- [The input]:

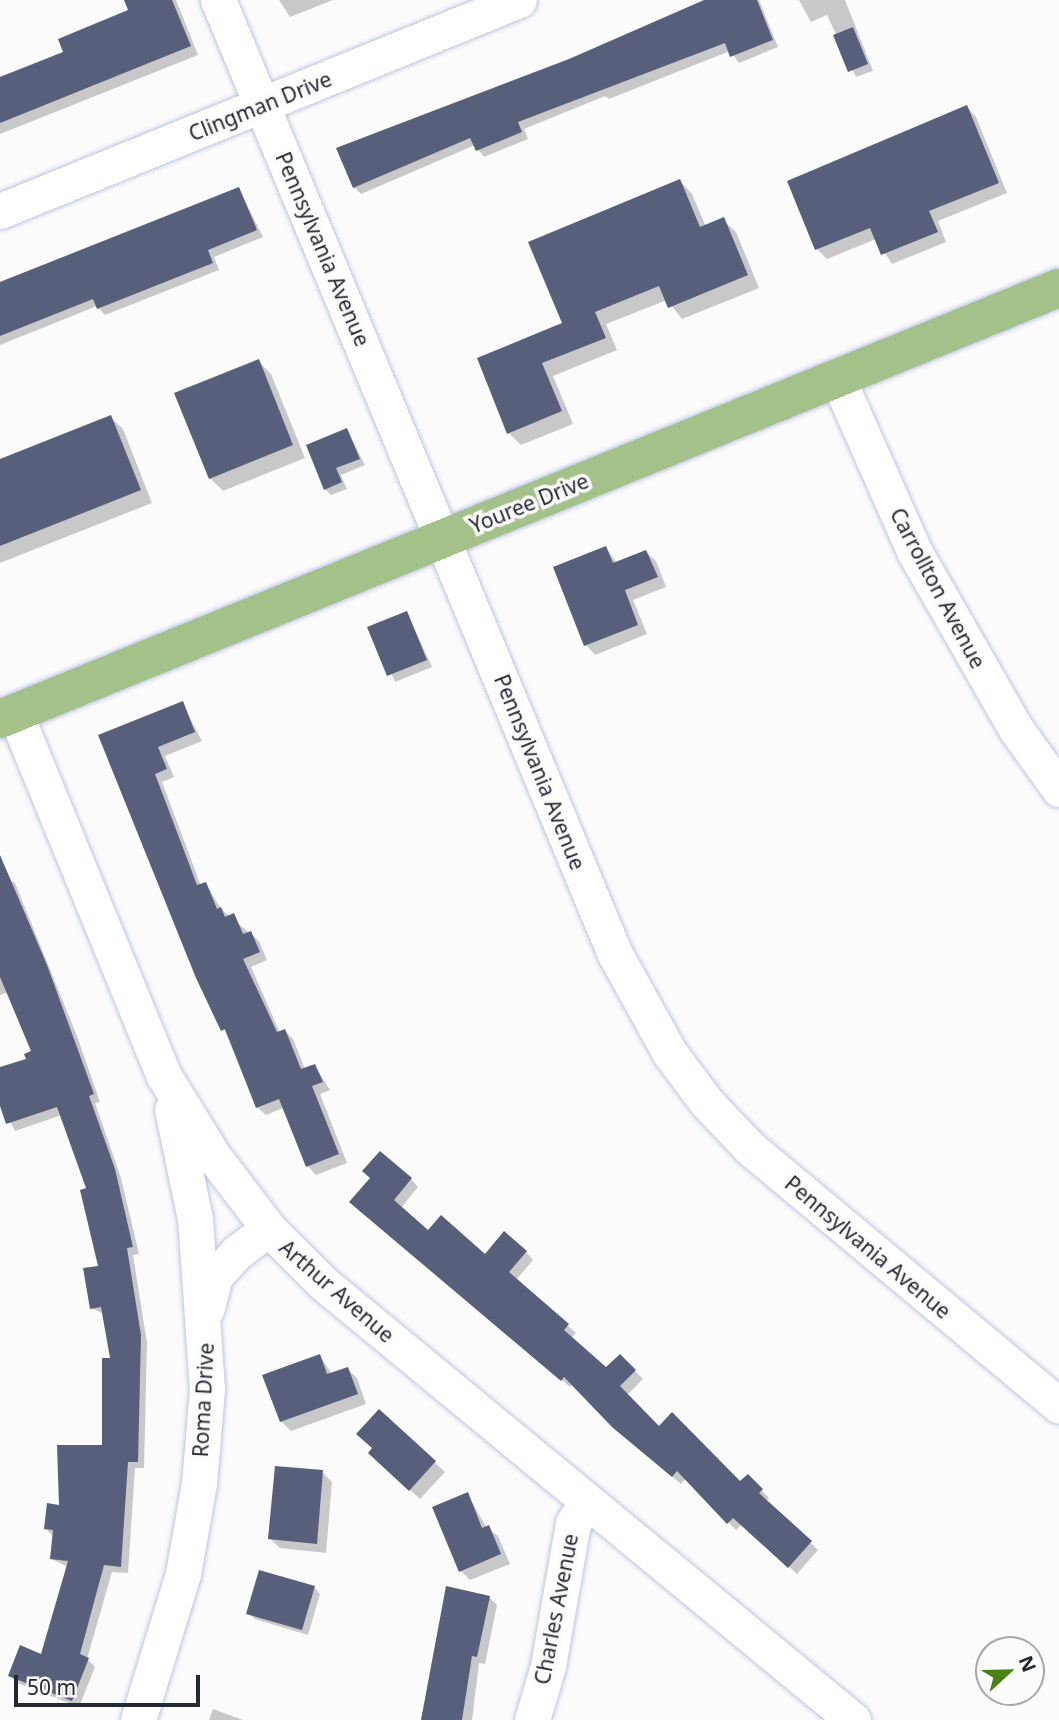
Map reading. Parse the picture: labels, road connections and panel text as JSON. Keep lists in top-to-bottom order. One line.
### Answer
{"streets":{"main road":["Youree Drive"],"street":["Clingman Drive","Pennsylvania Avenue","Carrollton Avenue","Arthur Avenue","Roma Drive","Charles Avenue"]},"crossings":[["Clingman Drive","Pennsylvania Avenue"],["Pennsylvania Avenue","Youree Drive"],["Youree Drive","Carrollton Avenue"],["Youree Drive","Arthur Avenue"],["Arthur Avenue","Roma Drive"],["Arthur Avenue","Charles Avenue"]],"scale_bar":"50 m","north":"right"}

...

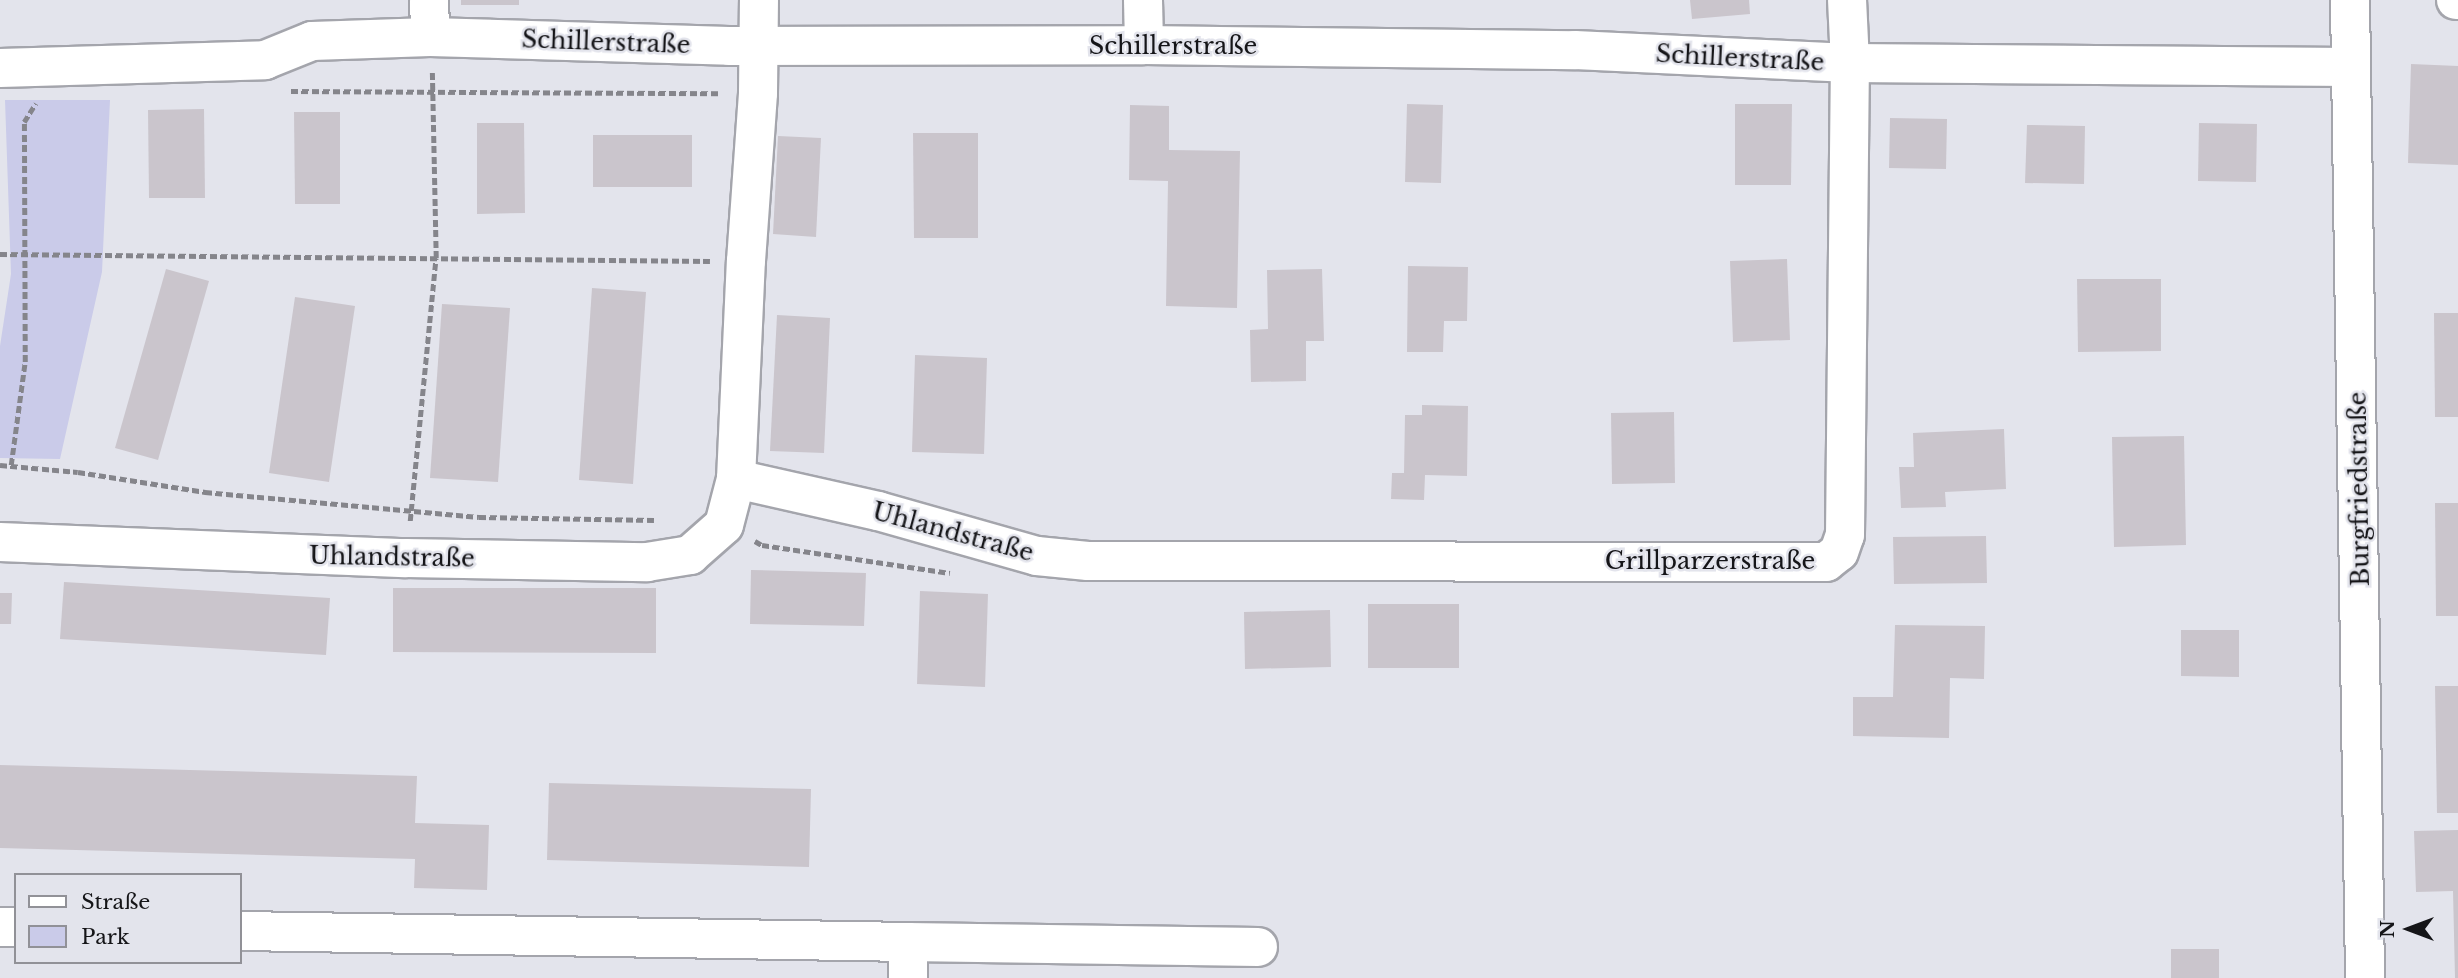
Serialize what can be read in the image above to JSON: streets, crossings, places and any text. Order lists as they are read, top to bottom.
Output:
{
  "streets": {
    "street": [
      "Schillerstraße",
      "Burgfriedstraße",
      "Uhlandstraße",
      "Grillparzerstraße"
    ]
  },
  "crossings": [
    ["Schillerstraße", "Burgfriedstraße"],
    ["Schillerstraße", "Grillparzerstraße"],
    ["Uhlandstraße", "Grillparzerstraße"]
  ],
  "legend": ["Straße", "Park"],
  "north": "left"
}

- [Exercise brief]: Within the data above, count the lines that contain the string "lists"; the reply is the number alone.

- [Answer space]: 2